Diese Erkenntnis ist auch für Schweizer Anleger relevant, denn der US-Aktienmarkt bleibt für die europäischen Börsen Taktgeber. Der Blick zurück auf die vergangenen 18 Monate lässt erkennen, dass es jeweils ein guter Einstiegszeitpunkt für den hiesigen Aktienmarkt war, wenn die Verunsicherung stieg. Etwa bei den deutlichen Abgaben im Herbst 2014. Damals fiel der SMI in die Region von 8000 Punkten, bis im Dezember bäumte sich der Index indes erneut auf mehr als 9200 Zähler auf.

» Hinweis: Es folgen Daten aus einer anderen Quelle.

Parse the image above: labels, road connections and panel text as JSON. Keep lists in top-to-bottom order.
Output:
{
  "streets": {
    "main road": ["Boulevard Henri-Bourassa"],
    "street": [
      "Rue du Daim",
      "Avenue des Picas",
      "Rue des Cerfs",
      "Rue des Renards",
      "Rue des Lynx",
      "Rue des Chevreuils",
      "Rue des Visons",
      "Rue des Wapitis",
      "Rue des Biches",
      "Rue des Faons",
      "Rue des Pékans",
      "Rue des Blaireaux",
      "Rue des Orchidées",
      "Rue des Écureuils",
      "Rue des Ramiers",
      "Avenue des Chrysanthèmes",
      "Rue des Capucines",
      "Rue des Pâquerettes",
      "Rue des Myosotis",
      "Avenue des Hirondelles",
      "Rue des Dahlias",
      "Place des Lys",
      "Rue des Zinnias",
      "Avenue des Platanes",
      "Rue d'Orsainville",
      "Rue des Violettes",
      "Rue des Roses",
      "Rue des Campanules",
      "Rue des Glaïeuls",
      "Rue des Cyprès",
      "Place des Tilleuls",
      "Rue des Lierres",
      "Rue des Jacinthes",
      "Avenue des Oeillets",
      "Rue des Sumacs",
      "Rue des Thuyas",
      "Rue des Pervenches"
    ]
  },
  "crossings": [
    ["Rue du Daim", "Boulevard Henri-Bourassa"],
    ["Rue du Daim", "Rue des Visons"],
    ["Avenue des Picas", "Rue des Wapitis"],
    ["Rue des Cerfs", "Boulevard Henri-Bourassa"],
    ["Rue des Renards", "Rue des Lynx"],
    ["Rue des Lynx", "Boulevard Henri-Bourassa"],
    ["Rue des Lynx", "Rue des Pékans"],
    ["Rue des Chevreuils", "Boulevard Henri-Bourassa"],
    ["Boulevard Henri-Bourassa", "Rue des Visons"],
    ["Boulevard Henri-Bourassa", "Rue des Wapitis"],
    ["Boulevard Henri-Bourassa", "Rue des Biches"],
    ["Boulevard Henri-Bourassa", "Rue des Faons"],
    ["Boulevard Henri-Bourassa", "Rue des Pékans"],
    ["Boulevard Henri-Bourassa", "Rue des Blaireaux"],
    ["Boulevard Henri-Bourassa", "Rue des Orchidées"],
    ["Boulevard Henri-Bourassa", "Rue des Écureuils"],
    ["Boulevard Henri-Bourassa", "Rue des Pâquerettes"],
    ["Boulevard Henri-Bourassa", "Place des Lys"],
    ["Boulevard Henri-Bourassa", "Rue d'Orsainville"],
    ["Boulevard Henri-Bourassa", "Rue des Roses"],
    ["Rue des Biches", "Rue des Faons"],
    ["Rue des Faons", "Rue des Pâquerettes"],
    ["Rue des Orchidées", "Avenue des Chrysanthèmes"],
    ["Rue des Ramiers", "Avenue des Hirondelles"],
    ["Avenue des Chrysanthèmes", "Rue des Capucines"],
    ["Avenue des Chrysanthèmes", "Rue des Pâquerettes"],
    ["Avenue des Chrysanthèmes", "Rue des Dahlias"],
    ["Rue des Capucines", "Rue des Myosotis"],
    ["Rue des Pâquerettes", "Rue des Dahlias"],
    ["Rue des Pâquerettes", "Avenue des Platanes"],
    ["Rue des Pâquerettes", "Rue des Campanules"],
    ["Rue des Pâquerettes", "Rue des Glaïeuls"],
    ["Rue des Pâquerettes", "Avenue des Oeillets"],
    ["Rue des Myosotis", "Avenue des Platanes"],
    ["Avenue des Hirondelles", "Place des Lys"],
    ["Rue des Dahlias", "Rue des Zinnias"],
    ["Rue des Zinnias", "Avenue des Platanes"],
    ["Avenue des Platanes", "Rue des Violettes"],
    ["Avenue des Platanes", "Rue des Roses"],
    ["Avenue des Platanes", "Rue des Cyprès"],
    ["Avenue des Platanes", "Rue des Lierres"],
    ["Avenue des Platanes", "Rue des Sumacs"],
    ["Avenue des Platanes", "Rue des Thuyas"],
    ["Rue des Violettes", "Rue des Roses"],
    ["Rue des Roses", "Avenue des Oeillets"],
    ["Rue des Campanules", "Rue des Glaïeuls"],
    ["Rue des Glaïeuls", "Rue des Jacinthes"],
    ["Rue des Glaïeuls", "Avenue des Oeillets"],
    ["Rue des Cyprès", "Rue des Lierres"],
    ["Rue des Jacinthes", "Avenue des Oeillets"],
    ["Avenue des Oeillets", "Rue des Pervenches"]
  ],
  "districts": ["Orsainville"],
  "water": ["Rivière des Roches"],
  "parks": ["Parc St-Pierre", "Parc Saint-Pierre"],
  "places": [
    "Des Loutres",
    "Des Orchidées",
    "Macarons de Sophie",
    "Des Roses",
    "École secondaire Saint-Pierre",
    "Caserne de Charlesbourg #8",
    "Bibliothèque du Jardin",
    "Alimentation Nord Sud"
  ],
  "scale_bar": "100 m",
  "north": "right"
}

Ein jüngeres Beispiel: Die unerwartete Aufhebung der Frankenkurs-Untergrenze zum Euro am 15. Januar dieses Jahres seitens der SNB liess den Leitindex sogar auf unter 8000 Punkte absacken. Das waren rückblickend betrachtet beide Male Kaufgelegenheiten.

Zurück in die Gegenwart – zur chinesischen Grippe, die die internationalen Börsen mit Kursverlusten ansteckt: Nicht nur der Yuan sorgt für Unbehangen, auch die Höhe und die Akkuratheit der Konjunkturdaten werden angezweifelt.

Bereits in den Nullerjahren trauten Analysten den offiziellen Zahlen nicht und bastelten alternative Indikatoren, um die wirtschaftliche Potenz des Reiches zu messen. Das trieb mitunter seltsame Blüten: So wurden etwa mit Hilfe von «Google Earth» Hafenkapazitäten und -auslastung zu bestimmen versucht. Unabhängig von den beobachteten Datenreihen sind sich die meisten Marktbeobachter einig, dass der Wirtschaftsboom in China seinen Höhepunkt bereits vor Jahren überschritten hat und nicht erst in den letzten paar Wochen.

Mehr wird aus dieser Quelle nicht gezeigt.